Sutherland also said she doubted the new church will ever get built. “It would take a tremendous amount of enthusiasm and energy and dollars to build a new church and…I’m sitting here with a lot of white hair, and so are most of the parishioners!” she said with a laugh.
In 2014, the five churches, facing dwindling congregations, agreed to co-operate in various ways: fostering new forms of ministry together, for example, and sharing resources. The lay commission was put together in October 2015 by then-area bishop Nicholls, and released its final report in November 2016.
The report noted that average Sunday attendance for all five churches had fallen from 1,000 to just over 500 from 2001 to 2014, and that the decline seemed likely to continue, given that Peterborough is the oldest community in Canada, with 40% of its population aged over 65. It proposed reducing the five congregations to an unspecified two; it also considered but rejected the possibility of building a new church as “impractical with long lead times and high cost.” By early 2017, all five congregations had agreed to proceed with the amalgamation as recommended in the report.
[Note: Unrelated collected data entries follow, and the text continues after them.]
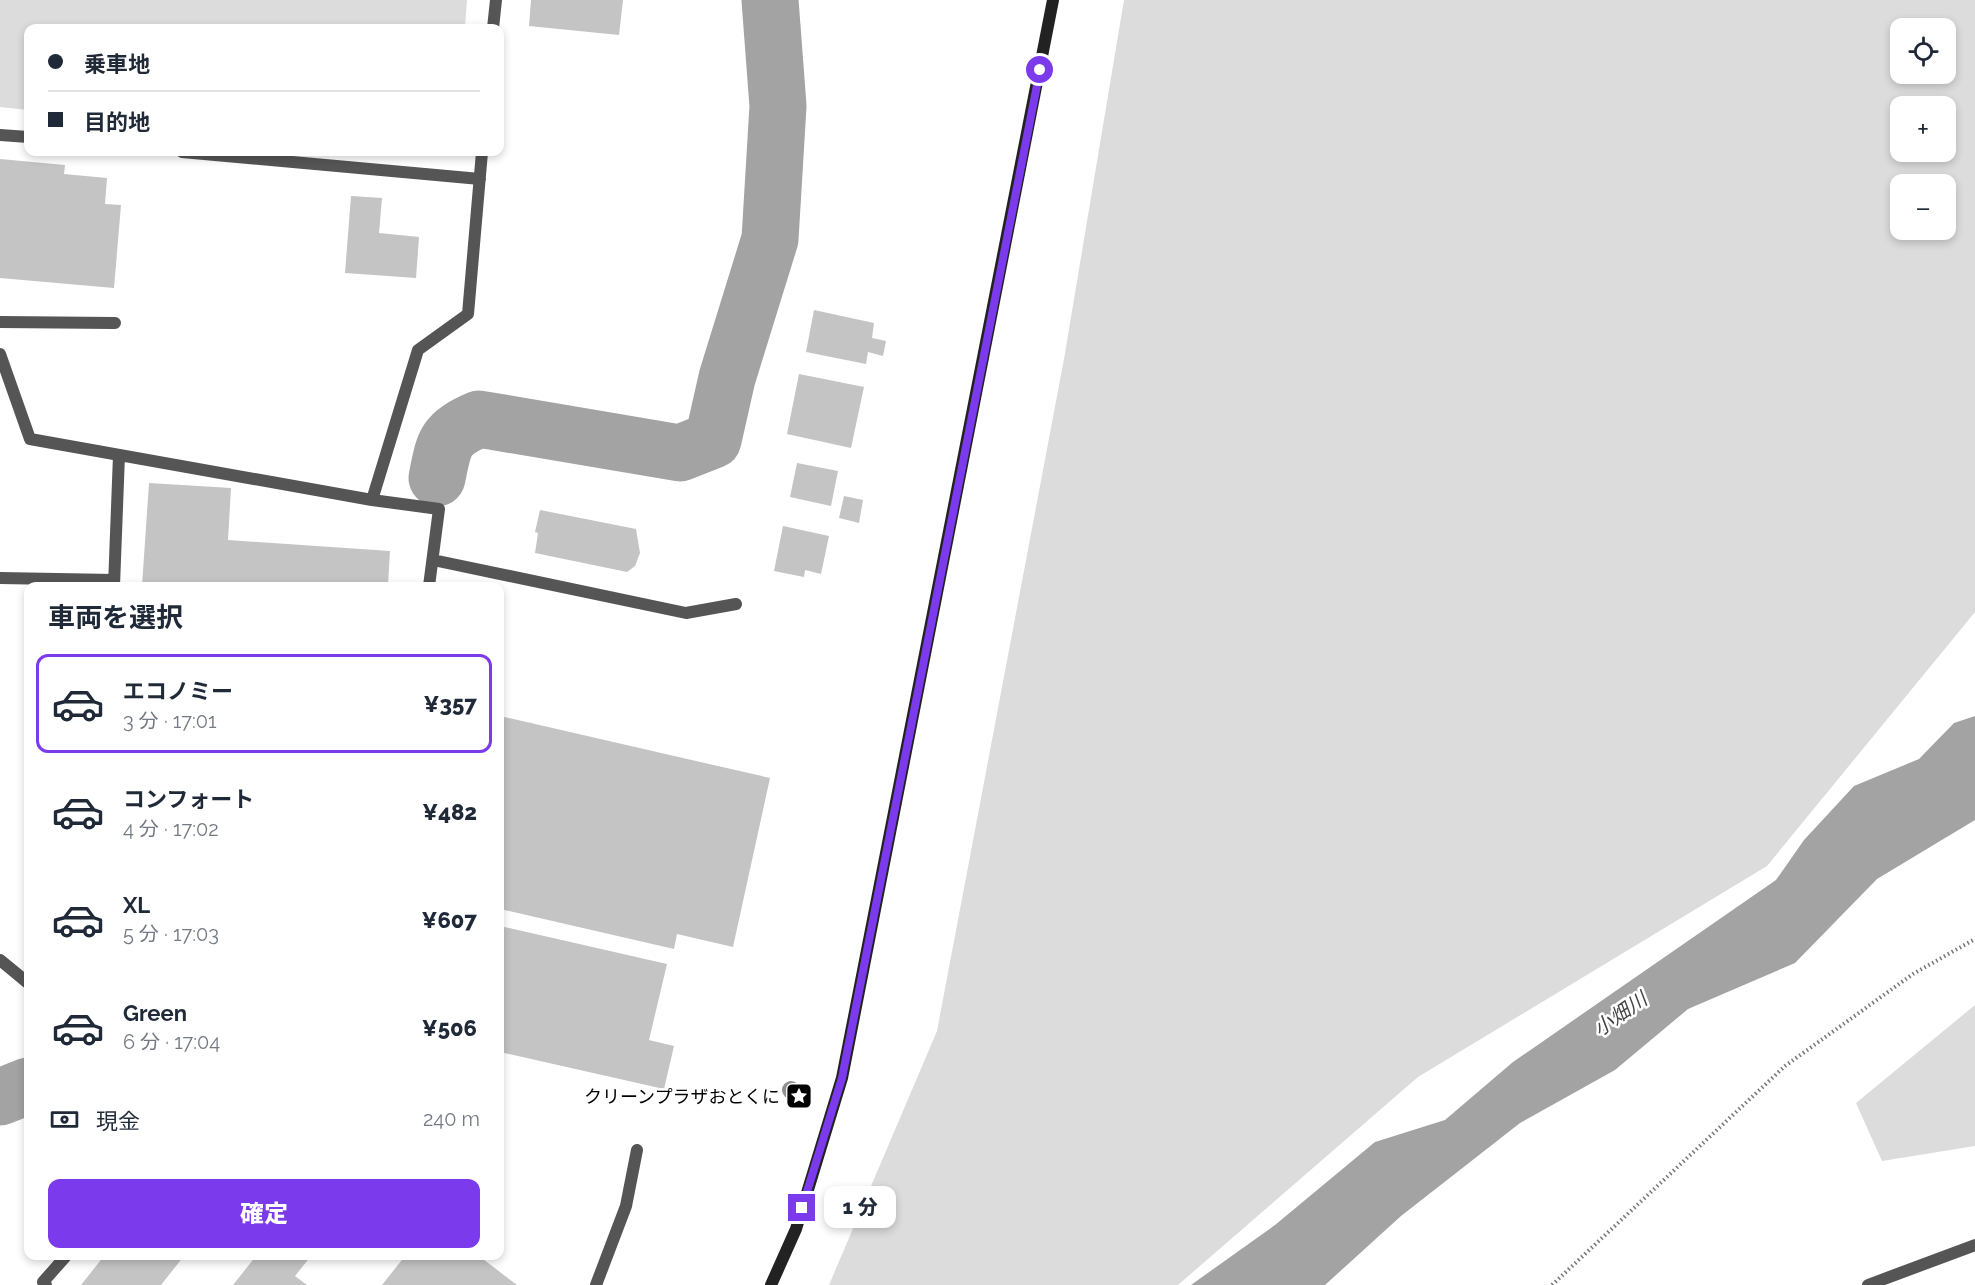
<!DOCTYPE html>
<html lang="ja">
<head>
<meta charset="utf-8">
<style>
	body { margin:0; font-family:Raleway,"Noto Sans JP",sans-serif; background:#f2f2f3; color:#1f2937; height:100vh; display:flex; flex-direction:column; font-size:22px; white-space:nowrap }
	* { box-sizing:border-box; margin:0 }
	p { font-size:20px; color:#747a83 }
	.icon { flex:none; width:33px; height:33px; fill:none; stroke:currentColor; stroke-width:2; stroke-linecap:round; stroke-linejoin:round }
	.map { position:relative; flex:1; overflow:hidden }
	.details { position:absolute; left:24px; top:582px; width:480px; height:678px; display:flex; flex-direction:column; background:#fff; border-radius:12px; box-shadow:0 3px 9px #0003 }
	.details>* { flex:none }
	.hud { position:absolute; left:24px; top:24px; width:480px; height:132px; border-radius:12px; box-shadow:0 3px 9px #0003; display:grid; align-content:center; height:132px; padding:0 24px; background:#fff }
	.controls { position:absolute; left:1890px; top:18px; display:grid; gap:12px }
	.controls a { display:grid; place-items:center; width:66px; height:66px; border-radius:12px; background:#fff; box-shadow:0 3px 9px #0003; font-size:30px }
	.end { position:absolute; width:27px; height:27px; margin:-14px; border:8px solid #7c3aed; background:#fff; box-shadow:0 0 0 3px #fff }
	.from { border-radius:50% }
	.bubble { position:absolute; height:42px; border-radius:12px; background:#fff; box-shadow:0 3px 9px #0003; font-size:20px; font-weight:800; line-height:42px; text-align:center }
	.hud b { display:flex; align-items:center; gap:21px; height:57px; font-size:22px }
	.hud b+b { border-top:2px solid #e0e1e3 }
	.hud i { width:15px; height:15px; background:#1f2937 }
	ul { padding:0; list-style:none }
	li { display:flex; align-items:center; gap:18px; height:99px; margin:0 12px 9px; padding:0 12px; border:3px solid transparent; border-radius:12px }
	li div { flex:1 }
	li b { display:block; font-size:22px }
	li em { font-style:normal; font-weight:800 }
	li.active { border-color:#7c3aed }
	li>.icon { width:54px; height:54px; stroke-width:1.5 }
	h2 { padding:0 24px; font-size:27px; line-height:72px }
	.pay { display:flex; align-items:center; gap:15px; height:66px; padding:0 24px; font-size:22px }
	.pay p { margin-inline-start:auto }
	.primary-button { display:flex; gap:12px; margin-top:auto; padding:12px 24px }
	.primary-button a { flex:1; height:69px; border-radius:12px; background:#7c3aed; color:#fff; font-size:24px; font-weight:800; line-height:69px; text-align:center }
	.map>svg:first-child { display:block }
	.green { fill:#dcdcdc; fill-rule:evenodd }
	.water { fill:#a3a3a3 }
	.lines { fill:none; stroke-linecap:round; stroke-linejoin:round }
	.river { stroke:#a3a3a3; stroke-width:57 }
	.building { fill:#c4c4c4 }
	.path { stroke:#777; stroke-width:4; stroke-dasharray:1.5 3; stroke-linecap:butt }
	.lane { stroke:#555; stroke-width:12 }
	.street { stroke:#555; stroke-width:12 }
	.secondary { stroke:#222; stroke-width:12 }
	.tree { fill:#8f8f8f }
	.route { stroke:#7c3aed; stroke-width:8 }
	.labels { text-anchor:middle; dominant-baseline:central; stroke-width:5; stroke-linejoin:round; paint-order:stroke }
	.poi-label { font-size:18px; fill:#000; stroke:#fff; text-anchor:end }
	.water-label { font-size:20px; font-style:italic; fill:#444; stroke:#fff }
</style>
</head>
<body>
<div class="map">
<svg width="1975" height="1285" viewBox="0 0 1975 1285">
	<rect width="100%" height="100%" fill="#fff"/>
	<!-- green -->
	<path class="green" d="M0 0H467L465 28H28V110L0 107Z
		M1124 0H1975V612L1767 866 1418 1077 1178 1285H829L937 1031 1064 359ZM1900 28H1946V74H1900ZM1946 106V152H1900V106ZM1900 184H1946V230H1900Z
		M1975 1005V1146L1882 1161 1856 1103Z"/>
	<!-- water -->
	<path class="water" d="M1975 716V820L1877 879 1795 963 1688 1009 1615 1070 1520 1123 1401 1216 1325 1285H1191L1275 1225 1375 1142 1445 1120 1513 1062 1776 880 1804 840 1854 786 1919 759 1954 723Z"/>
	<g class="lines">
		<!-- river -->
		<path class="river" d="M437 478C444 443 444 434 479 419L680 453 713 440 727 378 770 239 778 106 770 0
			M0 1097 28 1086"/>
	</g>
	<!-- building -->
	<path class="building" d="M531 0H623L619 35 529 26Z
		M0 159 65 165 64 174 107 178 105 204 121 205 114 288 0 278Z
		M351 196 382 198 379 233 419 237 416 278 345 273Z
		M814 310 874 323 872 338 886 341 883 356 868 352 866 364 806 352Z
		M799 374 864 387 851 448 787 434Z
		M797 463 838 471 831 506 790 497Z
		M149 483 231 488 228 540 390 551 388 586H142Z
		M844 496 863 500 859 523 839 518Z
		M540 510 636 529 640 553 635 566 627 572 535 553 538 533 535 532Z
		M783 526 829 536 821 574 805 570 804 577 774 571Z
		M500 716 770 778 733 947 677 934 674 949 500 909Z
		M500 926 667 964 649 1040 674 1046 664 1089 500 1052Z
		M104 1256H184L161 1285H81Z
		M256 1256H311L295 1276 307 1285H233Z
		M405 1256H479L517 1285H382Z"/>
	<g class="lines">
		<!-- path -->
		<path class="path" d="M1552 1285 1785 1066 1913 974 1975 939"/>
		<!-- lane -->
		<path class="lane" d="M493 28 496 0
			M0 135 28 137
			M182 152 480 179
			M0 322 115 323
			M0 354 30 439 372 500 439 509 429 586
			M372 500 418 350 468 314 482 152
			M433 560 686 613 736 604
			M0 578 114 580
			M114 586 119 455
			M0 960 28 983
			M46 1285 43 1282 66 1256
			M596 1285 626 1206 637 1150"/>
		<!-- street -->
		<path class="street" d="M1868 1285 1975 1245"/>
		<!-- secondary -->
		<path class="secondary" d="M771 1285 796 1229 842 1078 1053 0"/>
	</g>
	<!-- trees -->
	<circle class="tree" cx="791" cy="1090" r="9"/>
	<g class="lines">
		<!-- route -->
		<path class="route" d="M802 1208 842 1078 1040 70"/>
	</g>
	<!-- icons -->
	<defs>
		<symbol id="sight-square" viewBox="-11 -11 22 22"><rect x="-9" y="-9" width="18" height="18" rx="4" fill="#000" stroke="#fff"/><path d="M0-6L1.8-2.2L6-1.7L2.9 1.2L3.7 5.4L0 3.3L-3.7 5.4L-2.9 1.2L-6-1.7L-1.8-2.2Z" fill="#fff"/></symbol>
	</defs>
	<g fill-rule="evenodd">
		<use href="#sight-square" x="784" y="1081" width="30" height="30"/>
	</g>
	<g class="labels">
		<!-- poi labels -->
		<g class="poi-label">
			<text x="780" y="1096">クリーンプラザおとくに</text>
		</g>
		<!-- water labels -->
		<g class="water-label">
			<text transform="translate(1620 1014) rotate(-35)">小畑川</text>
		</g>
	</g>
</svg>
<div class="controls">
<a><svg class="icon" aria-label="locate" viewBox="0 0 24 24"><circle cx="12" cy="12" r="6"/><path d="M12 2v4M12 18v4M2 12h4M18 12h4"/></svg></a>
<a>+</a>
<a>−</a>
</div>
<i class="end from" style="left:1040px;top:70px"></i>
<i class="end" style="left:802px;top:1208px"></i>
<div class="bubble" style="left:824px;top:1186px;width:72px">1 分</div>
<div class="hud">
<b><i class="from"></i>乗車地</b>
<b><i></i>目的地</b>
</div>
<section class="details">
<h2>車両を選択</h2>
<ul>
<li class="active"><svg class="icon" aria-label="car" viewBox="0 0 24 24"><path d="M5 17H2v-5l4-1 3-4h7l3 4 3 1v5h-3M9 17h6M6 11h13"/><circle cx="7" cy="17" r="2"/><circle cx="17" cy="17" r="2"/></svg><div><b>エコノミー</b><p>3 分 · 17:01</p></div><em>¥357</em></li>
<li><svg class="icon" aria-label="car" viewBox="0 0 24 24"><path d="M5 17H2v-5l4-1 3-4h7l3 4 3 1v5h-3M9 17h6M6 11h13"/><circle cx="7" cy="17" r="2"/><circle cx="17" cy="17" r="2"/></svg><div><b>コンフォート</b><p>4 分 · 17:02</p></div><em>¥482</em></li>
<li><svg class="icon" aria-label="car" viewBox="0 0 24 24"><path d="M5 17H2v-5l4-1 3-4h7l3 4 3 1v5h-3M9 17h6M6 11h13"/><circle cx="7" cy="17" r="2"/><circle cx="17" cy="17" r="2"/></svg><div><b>XL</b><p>5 分 · 17:03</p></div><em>¥607</em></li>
<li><svg class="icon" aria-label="car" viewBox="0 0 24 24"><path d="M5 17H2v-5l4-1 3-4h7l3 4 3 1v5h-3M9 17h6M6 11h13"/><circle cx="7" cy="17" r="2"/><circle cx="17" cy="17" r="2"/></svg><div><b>Green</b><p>6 分 · 17:04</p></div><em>¥506</em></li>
</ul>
<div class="pay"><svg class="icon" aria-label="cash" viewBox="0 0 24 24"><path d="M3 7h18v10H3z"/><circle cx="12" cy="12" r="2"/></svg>現金<p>240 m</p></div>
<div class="primary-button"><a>確定</a></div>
</section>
</div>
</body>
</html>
Shaw said the idea she presented was developed over the summer by a number of people, including herself; her Lutheran counterpart, Michael Pryse, bishop of the Eastern Synod of the Evangelical Lutheran Church in Canada (ELCIC); experts in congregational development at the diocese of Toronto; and some lay people who have been taking part in the amalgamation conversations in Peterborough in recent years. She acknowledged that her proposal seems to have met with a lot of anxiety and pain among Peterborough parishioners, but added that some have greeted it with hope.
Shaw also said her plan responds to the call made by the churches themselves in 2014 to do things differently, and that it takes into account a number of the points raised by the commission.
The idea, she said, is that the new church would be paid for at least partly by the sale of a number of the city’s Anglican church buildings, all of which belong legally to the diocese. Lutherans would contribute from the sale of their building, and parishioners would also be expected to do fund-raising, she says.
Within the next few weeks, special meetings will be held at all five churches to allow parishioners to vote on the proposal.
Asked what would happen if Anglican churches voted against it, Shaw replied, “This is their opportunity to come together and do this. And some congregations may take a bit longer to decide about when they feel like they should do that, some it might be before Christmas, it might be after Christmas, it might be into the new year, it might be into Easter, whenever it is that people feel like they can come on board with coming together…Not everybody moves at the same pace, but everybody’s still part of the conversation.”
One local supporter of the bishop’s plan is Randy Guest, deputy rectory warden at St. Luke’s.
“It was kind of a shock at first because it was a little bit of a change from what we were discussing, and then a little bit exciting in a way because it opens up a lot of possibilities for what we can do as a big group,” Guest said. He hopes, he said, that the higher concentration of people—including young families—in the merged church will mean more family-oriented services. He also finds the prospect of building a new mission church exciting.